### TASK OBJECTIVE
In which lines of the data does the string "wash" appear? Copy every one.

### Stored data
________________

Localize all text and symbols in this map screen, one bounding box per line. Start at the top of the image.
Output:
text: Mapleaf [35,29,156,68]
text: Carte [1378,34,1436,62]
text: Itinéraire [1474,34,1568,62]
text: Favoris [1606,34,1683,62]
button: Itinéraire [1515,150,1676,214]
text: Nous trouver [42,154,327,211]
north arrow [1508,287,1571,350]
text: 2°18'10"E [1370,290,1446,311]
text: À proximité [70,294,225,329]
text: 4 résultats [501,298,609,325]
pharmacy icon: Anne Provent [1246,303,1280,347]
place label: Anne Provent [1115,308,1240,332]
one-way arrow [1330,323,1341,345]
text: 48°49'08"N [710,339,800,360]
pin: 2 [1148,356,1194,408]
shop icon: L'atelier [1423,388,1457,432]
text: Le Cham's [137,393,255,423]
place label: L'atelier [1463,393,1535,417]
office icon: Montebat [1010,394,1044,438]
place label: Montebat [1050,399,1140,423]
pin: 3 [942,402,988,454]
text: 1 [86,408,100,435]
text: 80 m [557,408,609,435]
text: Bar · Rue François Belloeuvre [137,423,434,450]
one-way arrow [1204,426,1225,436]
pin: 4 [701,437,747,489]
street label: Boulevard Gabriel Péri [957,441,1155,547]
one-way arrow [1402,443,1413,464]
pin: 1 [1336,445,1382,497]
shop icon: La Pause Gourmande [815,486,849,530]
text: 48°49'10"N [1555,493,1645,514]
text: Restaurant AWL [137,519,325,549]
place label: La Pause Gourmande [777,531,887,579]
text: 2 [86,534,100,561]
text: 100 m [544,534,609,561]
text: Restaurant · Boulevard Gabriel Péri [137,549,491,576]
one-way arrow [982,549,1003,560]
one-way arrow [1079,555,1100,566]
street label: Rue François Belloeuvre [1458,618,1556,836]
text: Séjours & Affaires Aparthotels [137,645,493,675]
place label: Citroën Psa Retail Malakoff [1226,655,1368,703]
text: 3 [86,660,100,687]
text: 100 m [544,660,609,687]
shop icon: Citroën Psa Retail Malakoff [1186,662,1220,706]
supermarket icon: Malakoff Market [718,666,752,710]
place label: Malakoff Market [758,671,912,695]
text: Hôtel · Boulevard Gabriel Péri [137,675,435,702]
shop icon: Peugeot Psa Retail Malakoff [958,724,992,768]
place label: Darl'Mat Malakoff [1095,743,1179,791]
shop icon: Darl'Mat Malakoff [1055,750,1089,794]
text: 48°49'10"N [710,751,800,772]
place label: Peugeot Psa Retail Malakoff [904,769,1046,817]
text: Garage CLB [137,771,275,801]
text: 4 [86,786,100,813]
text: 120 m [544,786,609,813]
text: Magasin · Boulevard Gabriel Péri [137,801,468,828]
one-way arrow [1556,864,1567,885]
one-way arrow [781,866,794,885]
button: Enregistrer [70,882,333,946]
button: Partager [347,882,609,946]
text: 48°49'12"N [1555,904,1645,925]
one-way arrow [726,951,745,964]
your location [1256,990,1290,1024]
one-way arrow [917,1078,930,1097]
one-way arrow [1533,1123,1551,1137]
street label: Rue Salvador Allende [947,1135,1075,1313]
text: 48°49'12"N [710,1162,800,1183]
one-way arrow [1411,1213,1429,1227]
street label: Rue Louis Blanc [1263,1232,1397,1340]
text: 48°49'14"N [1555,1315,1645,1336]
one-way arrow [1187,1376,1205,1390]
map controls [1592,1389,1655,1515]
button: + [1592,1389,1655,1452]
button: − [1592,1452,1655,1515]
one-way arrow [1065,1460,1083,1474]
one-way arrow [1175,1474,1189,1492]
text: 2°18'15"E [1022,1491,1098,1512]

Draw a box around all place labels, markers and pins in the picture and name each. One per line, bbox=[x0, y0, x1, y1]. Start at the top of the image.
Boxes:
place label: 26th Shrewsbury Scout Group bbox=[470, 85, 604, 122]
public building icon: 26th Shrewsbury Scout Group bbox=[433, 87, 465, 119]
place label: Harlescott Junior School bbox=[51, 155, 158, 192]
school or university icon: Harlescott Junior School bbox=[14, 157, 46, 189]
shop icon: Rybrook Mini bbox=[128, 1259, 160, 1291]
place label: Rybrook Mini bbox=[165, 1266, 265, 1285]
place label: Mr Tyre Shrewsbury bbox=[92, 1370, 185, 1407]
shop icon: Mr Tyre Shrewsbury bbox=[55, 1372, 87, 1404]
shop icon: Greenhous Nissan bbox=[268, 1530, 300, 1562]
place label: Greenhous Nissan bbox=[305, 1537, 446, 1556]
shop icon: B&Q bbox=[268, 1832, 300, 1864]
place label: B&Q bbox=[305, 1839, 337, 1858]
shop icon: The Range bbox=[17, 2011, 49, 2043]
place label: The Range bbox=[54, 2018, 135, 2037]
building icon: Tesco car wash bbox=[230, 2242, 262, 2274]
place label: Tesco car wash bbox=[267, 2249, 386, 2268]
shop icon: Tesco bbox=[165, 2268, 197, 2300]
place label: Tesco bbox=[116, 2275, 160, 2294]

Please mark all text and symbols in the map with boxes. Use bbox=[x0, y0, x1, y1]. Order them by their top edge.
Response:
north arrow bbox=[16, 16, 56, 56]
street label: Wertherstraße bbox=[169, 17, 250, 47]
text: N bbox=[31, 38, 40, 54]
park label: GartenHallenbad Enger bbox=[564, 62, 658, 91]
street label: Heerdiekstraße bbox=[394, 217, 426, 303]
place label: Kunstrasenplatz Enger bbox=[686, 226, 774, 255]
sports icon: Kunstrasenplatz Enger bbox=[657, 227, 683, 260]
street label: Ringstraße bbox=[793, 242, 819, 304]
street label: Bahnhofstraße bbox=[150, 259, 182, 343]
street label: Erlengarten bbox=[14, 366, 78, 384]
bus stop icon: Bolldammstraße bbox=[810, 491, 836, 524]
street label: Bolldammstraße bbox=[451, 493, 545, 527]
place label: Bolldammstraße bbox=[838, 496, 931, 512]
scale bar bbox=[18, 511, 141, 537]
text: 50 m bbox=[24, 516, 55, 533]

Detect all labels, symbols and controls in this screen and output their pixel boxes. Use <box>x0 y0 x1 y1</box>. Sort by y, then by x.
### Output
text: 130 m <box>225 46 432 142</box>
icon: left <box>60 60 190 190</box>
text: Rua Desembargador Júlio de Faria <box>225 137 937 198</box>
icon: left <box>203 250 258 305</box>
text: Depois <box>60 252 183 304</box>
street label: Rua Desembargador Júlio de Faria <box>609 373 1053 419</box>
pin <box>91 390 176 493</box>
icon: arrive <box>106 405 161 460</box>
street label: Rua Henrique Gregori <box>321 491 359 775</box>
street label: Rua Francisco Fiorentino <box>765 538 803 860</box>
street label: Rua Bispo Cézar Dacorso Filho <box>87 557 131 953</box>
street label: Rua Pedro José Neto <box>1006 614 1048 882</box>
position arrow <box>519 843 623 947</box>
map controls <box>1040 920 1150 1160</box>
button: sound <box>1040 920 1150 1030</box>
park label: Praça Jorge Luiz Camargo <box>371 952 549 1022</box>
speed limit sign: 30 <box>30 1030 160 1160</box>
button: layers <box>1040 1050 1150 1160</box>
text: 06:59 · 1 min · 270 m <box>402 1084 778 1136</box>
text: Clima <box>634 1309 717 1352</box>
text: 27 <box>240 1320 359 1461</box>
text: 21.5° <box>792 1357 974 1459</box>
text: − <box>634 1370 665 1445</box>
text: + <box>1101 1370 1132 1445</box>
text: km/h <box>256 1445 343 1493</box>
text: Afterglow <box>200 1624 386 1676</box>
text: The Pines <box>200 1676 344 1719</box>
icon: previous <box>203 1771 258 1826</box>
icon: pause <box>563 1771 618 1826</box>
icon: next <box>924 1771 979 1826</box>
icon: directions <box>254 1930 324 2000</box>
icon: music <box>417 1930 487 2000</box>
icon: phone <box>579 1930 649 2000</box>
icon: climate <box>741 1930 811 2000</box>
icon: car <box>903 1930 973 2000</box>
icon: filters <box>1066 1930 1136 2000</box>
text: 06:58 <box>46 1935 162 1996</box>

________________

### TASK RESULT
building icon: Tesco car wash bbox=[230, 2242, 262, 2274]
place label: Tesco car wash bbox=[267, 2249, 386, 2268]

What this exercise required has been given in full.